■ **WHAT TO WORK ON**: Starting at the first line and ending at the one with "background:var(--page); color:var(--text); height:100vh;", give the lines of the listing again exactly, and nothing else; skip the pictures.

■ **EXCERPTED RECORDS**:
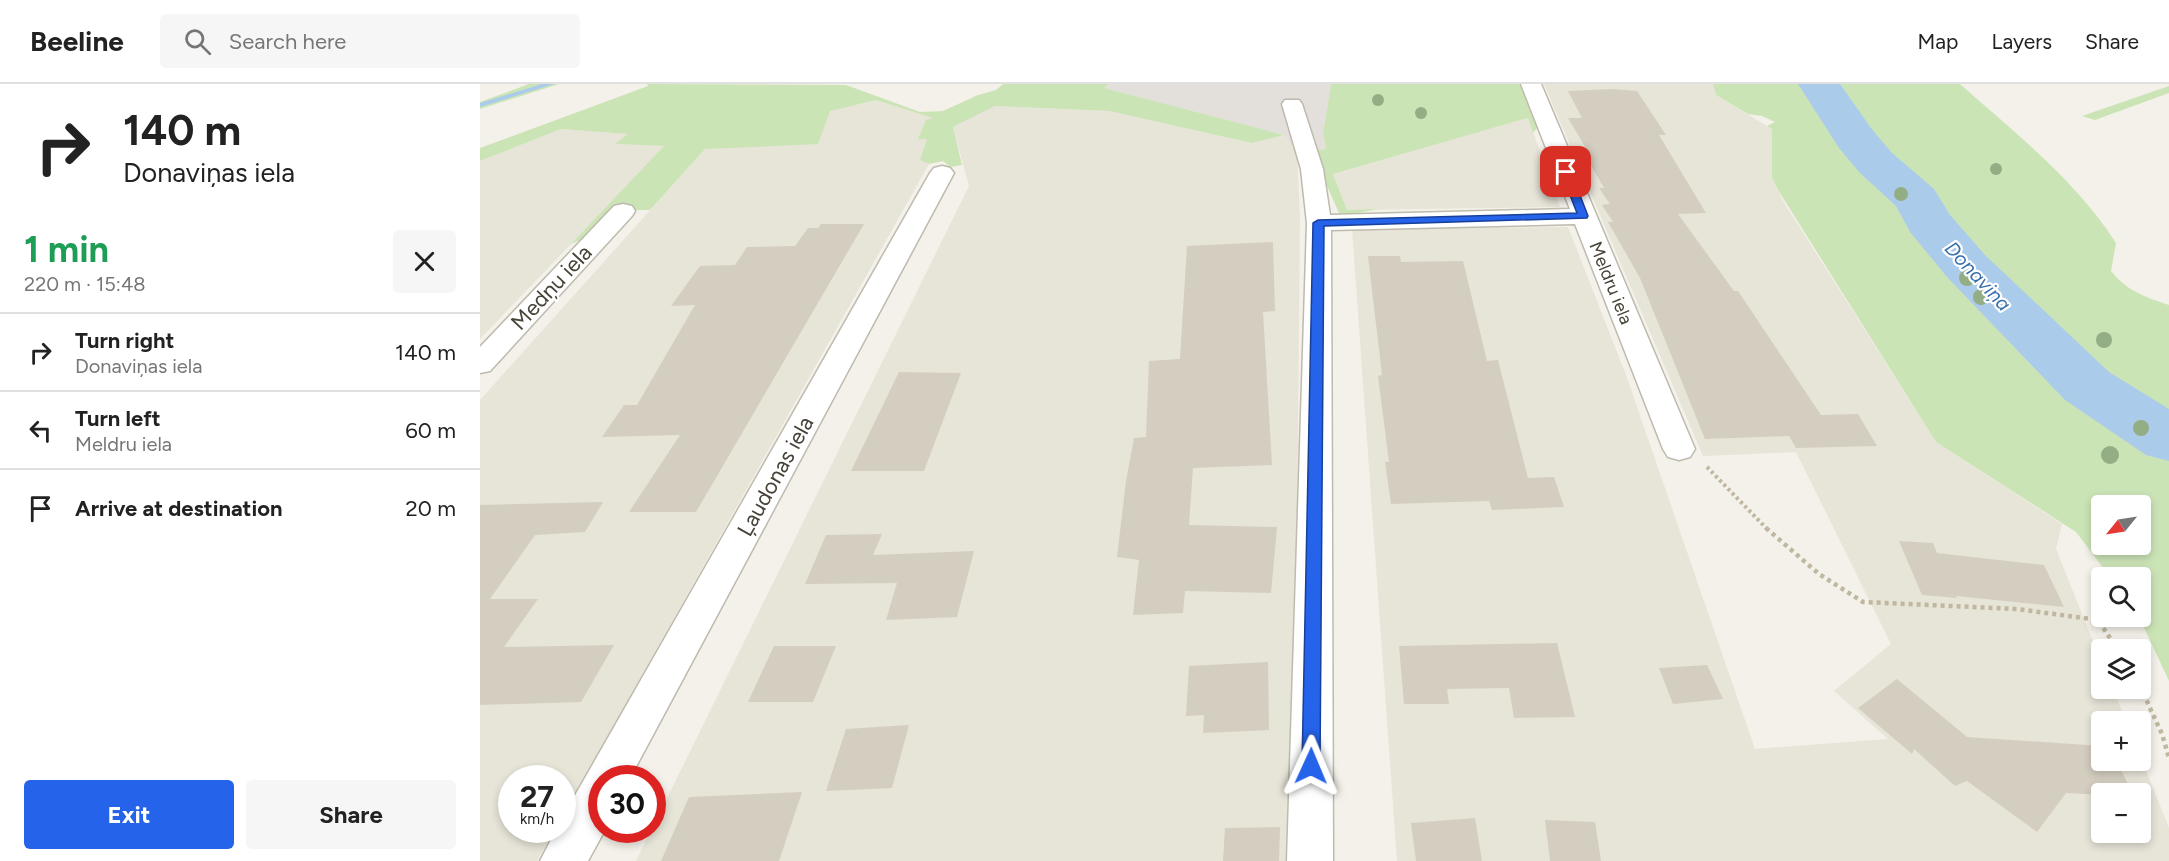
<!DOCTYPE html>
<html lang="en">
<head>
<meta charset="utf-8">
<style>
	:root { --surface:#fff; --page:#f6f6f6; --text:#222; --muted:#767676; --line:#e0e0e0; --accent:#2563eb }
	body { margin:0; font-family:Figtree,sans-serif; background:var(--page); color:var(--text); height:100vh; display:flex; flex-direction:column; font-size:22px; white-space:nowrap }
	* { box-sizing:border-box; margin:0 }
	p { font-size:20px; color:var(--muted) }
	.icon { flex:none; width:33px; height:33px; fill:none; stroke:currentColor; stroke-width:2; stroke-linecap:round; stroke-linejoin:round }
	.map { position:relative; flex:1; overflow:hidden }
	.panel { display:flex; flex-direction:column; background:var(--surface); width:480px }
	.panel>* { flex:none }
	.top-card { background:#fff; color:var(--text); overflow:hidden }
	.needle { width:39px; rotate:240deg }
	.tools { position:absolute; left:1611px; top:411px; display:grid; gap:12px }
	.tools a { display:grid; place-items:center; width:60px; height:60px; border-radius:6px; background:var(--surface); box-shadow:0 3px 9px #0003; font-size:30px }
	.speed { position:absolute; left:18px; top:681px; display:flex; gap:12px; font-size:30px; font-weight:700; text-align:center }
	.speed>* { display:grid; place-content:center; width:78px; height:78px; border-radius:50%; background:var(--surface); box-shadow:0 3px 9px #0003; line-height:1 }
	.speed small { font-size:15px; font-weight:400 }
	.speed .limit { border:9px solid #d22; background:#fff; color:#111 }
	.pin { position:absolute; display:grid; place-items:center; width:51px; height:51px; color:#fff; margin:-26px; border-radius:12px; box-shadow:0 3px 9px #0006 }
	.me { position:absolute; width:66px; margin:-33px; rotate:1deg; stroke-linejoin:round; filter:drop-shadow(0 0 4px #0008) }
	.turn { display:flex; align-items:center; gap:21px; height:126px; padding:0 24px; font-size:27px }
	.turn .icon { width:78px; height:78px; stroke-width:2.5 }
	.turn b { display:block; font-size:42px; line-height:51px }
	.round { display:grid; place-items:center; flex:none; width:63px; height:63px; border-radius:6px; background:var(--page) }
	.summary { display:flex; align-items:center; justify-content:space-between; height:102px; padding:0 24px }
	h1 { font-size:36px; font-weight:700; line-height:45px; color:#1e9e55 }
	.cta { display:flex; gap:12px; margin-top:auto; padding:12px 24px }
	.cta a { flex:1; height:69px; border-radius:6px; background:var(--accent); color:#fff; font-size:24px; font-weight:700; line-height:69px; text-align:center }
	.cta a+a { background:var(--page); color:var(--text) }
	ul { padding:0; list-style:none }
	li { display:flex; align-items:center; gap:18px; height:78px; padding:0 24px; border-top:2px solid var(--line) }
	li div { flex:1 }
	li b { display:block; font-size:22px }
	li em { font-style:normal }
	header { display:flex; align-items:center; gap:36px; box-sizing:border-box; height:84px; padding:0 30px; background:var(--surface); border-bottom:2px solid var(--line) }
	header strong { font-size:28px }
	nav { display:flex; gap:33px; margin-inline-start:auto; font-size:21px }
	.search { width:420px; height:54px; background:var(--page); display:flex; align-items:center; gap:15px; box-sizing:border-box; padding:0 21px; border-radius:6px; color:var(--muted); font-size:22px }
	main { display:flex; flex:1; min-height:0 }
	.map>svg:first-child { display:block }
	.residential { fill:#e7e4d8; fill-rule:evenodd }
	.industrial { fill:#e3e0db }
	.green { fill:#cbe4b6; fill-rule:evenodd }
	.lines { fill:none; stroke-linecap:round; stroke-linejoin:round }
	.stream { fill:#abcbeb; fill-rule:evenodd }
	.river { fill:#abcbeb; fill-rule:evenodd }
	.building { fill:#d4cec0 }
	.minor-casing { stroke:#bebaad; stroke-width:3 }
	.path-far1 { stroke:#bfb79f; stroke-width:4; stroke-dasharray:3 3; stroke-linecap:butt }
	.path { stroke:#bfb79f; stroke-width:4.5; stroke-dasharray:4 4; stroke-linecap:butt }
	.minor { fill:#fff; fill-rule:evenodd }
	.tree { fill:#93ad84 }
	.route { fill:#2563eb; stroke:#184099; stroke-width:1.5 }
	.labels { text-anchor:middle; stroke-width:4.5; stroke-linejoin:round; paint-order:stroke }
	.far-street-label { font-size:18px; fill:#474338; stroke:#fff }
	.far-water-label { font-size:20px; font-style:italic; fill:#3970ab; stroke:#fff }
	.street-label { font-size:22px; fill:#474338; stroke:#fff }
</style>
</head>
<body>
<header>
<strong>Beeline</strong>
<div class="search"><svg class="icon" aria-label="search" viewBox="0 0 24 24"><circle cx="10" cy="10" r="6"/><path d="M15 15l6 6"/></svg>Search here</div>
<nav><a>Map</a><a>Layers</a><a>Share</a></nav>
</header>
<main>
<section class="panel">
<div class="top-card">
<div class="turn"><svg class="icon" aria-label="right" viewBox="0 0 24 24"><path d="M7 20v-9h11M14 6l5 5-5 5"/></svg><div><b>140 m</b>Donaviņas iela</div></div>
</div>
<div class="summary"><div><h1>1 min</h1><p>220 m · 15:48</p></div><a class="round"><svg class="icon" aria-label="close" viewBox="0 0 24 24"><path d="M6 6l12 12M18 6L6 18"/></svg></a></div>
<ul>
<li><svg class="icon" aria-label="right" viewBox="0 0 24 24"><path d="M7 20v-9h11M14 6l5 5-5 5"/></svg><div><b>Turn right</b><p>Donaviņas iela</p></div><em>140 m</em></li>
<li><svg class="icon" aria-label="left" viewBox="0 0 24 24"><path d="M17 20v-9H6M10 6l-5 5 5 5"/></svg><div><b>Turn left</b><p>Meldru iela</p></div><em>60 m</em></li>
<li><svg class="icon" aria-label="arrive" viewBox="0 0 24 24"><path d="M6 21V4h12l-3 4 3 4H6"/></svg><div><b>Arrive at destination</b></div><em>20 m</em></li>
</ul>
<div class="cta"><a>Exit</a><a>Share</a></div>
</section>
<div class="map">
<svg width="1689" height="777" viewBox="0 0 1689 777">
	<rect width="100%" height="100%" fill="#f4f1ea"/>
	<!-- residential -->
	<g class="residential">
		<path d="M1064,0H1233L1236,11L1292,45V94L1303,117L1456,358L1582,440L1576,465L1621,577L1622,604L1633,605L1646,637L1622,638V676H1660L1661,674L1689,744V777H917L872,145L1088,143L1146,291L1275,665L1408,655L1354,607L1411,560L1316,368L1223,372ZM1622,710H1660V748H1622Z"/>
		<polygon points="396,16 455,34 439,55 447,55 440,76 449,80 83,732 82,694 32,694 32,746 75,746 57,777 0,777 0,316 225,65 350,26"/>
		<polygon points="515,22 629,27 770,59 804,51 817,67 820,133 814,777 156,777 489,102 473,43"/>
		<polygon points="1048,34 1080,123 867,126 853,90"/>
		<polygon points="81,45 149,50 136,60 185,62 0,255 0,77"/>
	</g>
	<!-- industrial -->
	<polygon class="industrial" points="629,0 851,0 843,49 846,65 817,67 804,51 623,4"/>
	<!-- green -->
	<g class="green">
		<polygon points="49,0 79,0 0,25 0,18"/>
		<polygon points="167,0 366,1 440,28 463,27 498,11 516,6 523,0 629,0 624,4 804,51 771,59 629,27 515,22 473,43 482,81 470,83 463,77 449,80 440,76 447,55 438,55 446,36 453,34 396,16 350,27 338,60 225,65 170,126 135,126 107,153 91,160 184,62 135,60 148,50 81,45 0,77 0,64 168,2"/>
		<polygon points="851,0 1045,0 1058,43 1053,49 1048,34 853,90 867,126 898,125 873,130 859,129 831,66 846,65 843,49"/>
		<path d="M1233,0H1480C1535,49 1596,96 1636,159L1631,187C1647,207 1665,213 1689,221V597L1659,533L1660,494L1630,493L1596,448L1456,358L1298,106L1292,94V45L1287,42L1295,38L1282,32L1268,30L1236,11ZM1646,330L1684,354L1685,355C1669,364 1645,349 1637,335ZM1622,422H1660V460H1622Z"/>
		<polygon points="1689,2 1689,9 1615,36 1602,32"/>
	</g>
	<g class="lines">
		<!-- stream -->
		<polygon class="stream" points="62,0 74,0 0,23 0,19"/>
		<!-- river -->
		<polygon class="river" points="1318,0 1360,0 1391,44 1411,68 1454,105 1470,131 1505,171 1629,288 1689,325 1689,377 1666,371 1585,316 1467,193 1430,148 1416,122 1379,88 1359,64"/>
	</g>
	<!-- building -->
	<g class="building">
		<polygon points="1131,5 1157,7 1186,51 1179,51 1226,129 1198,130 1254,207 1258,207 1341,331 1378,330 1397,362 1316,364 1309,352 1225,355 1160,194 1128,138 1133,138 1122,121 1130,120 1119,104 1124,104 1102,66 1107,66 1088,34 1102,34 1088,7"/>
		<polygon points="341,140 384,140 216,428 149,428 200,351 122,353 144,321 157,321 215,221 191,222 220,182 255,181 267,163 315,162 328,144 338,144"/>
		<polygon points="793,158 795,227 783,228 792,381 713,384 709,441 797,443 791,509 705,507 703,529 653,531 659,476 637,473 646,397 654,354 666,353 669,277 700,275 707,162"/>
		<polygon points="888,172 920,172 921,178 983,177 1007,277 1018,276 1048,394 1074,393 1084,423 1012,426 1009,417 911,420 905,378 909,378 898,292 902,291"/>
		<polygon points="419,288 481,289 444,387 371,387"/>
		<polygon points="123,418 105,448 55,451 10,515 58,515 24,563 134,561 101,618 0,621 0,421"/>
		<polygon points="402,450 393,471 494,467 477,533 406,536 417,499 325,500 346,451"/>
		<polygon points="1419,457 1453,459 1457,469 1564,481 1584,523 1476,512 1477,514 1442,511"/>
		<polygon points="1077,559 1095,633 1034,634 1029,604 967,605 969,620 924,620 919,562"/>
		<polygon points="294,562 356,562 333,618 268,618"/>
		<polygon points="788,578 789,646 723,649 724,631 706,632 709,582"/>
		<polygon points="1227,581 1243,615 1193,620 1179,584"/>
		<polygon points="1417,595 1487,653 1622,662 1622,676 1636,676 1653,710 1622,711 1586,709 1557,748 1487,697 1475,702 1434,665 1432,670 1378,624"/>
		<polygon points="429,641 412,704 346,707 366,645"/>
		<polygon points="322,708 299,777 181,777 209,713"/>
		<polygon points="995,734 1002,777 936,777 931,739"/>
		<polygon points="1065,736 1115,738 1121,777 1070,777"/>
		<polygon points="800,743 799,777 743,777 745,744"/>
	</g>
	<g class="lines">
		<defs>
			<g id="minor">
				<polygon points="1041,0 1061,0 1215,365 1210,373 1199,376 1188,373 1183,365 1095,140 851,146 853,777 807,777 827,139 821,85 802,20 805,16 819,16 822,20 843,85 850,131 1090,125"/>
				<polygon points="462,82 470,84 474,89 150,694 122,694 122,746 125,746 108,777 60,777 76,746 82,746 82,734 113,680 450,89 454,84"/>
				<polygon points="143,120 152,122 155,127 152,132 10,287 0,289 0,263 134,122"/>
			</g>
		</defs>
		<!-- minor casing -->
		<use href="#minor" class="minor-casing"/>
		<!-- path-far1 -->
		<polyline class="path-far1" points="1227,383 1288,446"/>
		<!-- path -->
		<g class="path">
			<polyline points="1286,444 1339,490 1383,518 1537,525 1618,536 1638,566"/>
			<polyline points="1660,602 1682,650 1689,674"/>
		</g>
		<!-- minor -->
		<use href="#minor" class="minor"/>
	</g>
	<!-- trees -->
	<g class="tree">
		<circle cx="898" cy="16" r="6"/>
		<circle cx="941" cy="29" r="6"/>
		<circle cx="1516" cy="85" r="6"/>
		<circle cx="1421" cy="110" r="7"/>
		<circle cx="1487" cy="194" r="8"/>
		<circle cx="1501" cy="213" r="8"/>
		<circle cx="1624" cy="256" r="8"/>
		<circle cx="1661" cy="344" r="8"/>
		<circle cx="1630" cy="371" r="9"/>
	</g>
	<!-- route -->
	<polygon class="route" points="1086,85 1091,88 1108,132 1107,134 844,142 840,682 837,688 831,690 825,688 822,682 833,139 838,136 1097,129 1081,88"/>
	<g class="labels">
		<!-- far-street labels -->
		<g class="far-street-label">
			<text transform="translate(1131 199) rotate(68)" y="6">Meldru iela</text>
		</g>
		<!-- far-water labels -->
		<g class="far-water-label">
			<text transform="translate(1498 192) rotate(47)" y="7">Donaviņa</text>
		</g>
		<!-- street labels -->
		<g class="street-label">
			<text transform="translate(71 203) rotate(-47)" y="8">Medņu iela</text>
			<text transform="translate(295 392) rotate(-61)" y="8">Ļaudonas iela</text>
		</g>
	</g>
</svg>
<div class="tools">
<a><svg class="needle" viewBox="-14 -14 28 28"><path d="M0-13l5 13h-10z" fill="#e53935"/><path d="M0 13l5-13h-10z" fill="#767676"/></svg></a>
<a><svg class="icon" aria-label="search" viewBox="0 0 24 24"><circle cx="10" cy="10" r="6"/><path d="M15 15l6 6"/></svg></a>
<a><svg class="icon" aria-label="layers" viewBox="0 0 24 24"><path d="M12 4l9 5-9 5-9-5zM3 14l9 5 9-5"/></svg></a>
<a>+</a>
<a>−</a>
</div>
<div class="speed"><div>27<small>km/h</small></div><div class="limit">30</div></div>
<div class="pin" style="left:1086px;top:88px;background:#d93025"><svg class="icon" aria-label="arrive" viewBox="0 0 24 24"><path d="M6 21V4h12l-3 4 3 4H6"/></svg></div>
<svg class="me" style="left:831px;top:682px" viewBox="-20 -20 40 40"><path d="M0-17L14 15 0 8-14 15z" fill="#2563eb" stroke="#fff" stroke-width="4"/></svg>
</div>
</main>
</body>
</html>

■ **RESULT FOR THIS TASK**:
<!DOCTYPE html>
<html lang="en">
<head>
<meta charset="utf-8">
<style>
	:root { --surface:#fff; --page:#f6f6f6; --text:#222; --muted:#767676; --line:#e0e0e0; --accent:#2563eb }
	body { margin:0; font-family:Figtree,sans-serif; background:var(--page); color:var(--text); height:100vh; display:flex; flex-direction:column; font-size:22px; white-space:nowrap }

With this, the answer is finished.